First, let’s define “Fanservice”. It’s relatively easy. Service for Fans, nothing more. Aspects that are solely part of the story to please fans, not to progress plot or develop characters in any way, shape or form. “Ecchi” however is the existence of sexual themes or implications, without explicit nudity. This is mostly embodied by pantyshots, cleavage or shower scenes. No matter if female or male, of course.

Sexual service, no way around it.

Highschool of the Dead is stupid, and fun. Cool, unrealistic action with zombies and explosions, and busty girls. Busty girls with lots of cleavage and skirts flapping around. They are not aware of it themselves, and the virtual camera is positioned in favorable perspectives, if that’s what you are looking for. Panties or jiggling boobs don’t add anything to plot or characters.

Fanservice

Sexual, but relevant.

This perfectly fits to the Monogatari Series, especially the first 2 seasons, Bakemonogatari and Nisemonogatari. Here, the sexuality is important. It is part of the characterisation, both of protagonist Koyomi Araragi and the girl shown half naked, be it Hitagi Senjougahara, Tsubasa Hanekawa or whoever else. The series is mostly portrayed from Arararagi‘s perspective, with the first exception being Nekomonogatari: Shiro, the first arc in Monogatari Series: Second Season.
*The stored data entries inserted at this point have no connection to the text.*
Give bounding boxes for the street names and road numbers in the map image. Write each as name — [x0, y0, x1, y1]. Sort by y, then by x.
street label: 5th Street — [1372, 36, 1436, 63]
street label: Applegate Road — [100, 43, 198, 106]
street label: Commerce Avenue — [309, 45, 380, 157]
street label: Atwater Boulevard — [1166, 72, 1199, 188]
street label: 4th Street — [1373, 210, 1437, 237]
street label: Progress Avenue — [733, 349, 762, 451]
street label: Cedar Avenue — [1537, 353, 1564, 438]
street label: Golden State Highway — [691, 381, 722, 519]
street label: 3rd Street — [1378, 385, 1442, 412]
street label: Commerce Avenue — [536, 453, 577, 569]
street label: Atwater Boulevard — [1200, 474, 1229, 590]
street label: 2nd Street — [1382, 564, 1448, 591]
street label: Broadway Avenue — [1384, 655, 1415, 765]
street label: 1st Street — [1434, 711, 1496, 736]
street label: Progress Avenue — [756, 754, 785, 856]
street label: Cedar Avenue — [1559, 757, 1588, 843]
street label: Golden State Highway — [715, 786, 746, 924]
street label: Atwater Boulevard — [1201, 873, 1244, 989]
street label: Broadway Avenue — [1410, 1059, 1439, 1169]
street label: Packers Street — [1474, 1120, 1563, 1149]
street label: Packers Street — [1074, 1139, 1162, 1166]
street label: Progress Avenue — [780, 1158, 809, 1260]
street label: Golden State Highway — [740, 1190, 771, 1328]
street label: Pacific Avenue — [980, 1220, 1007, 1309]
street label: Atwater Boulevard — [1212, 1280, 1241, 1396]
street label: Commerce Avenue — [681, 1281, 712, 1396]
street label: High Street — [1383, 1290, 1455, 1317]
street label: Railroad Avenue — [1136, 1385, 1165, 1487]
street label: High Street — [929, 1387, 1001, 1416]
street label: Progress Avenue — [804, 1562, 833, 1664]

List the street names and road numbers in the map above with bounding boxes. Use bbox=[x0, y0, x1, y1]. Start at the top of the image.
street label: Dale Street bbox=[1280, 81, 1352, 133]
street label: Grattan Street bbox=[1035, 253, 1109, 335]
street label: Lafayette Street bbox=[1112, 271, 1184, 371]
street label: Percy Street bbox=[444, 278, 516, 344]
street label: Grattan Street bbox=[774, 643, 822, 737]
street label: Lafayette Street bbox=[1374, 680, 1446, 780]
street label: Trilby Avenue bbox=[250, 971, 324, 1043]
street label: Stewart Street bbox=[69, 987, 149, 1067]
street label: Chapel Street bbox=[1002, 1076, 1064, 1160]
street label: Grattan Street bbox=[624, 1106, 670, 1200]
Ararararagi, being a healthy, pubescent teenager, pays a lot of attention to naked girls, obviously. It all, especially episode 2 of Bakemonogatari, serves to show his view. While it may pander to people dreaming about Senjougahara, it is in no way the purpose. She is a woman aware of her sexuality, and okay with it. She doesn’t need to be embarassed, and that’s what the scene with her taking a shower while Araragi waits tells us.

Fanservice

Sexual and Fanservice, but not due to Sexuality.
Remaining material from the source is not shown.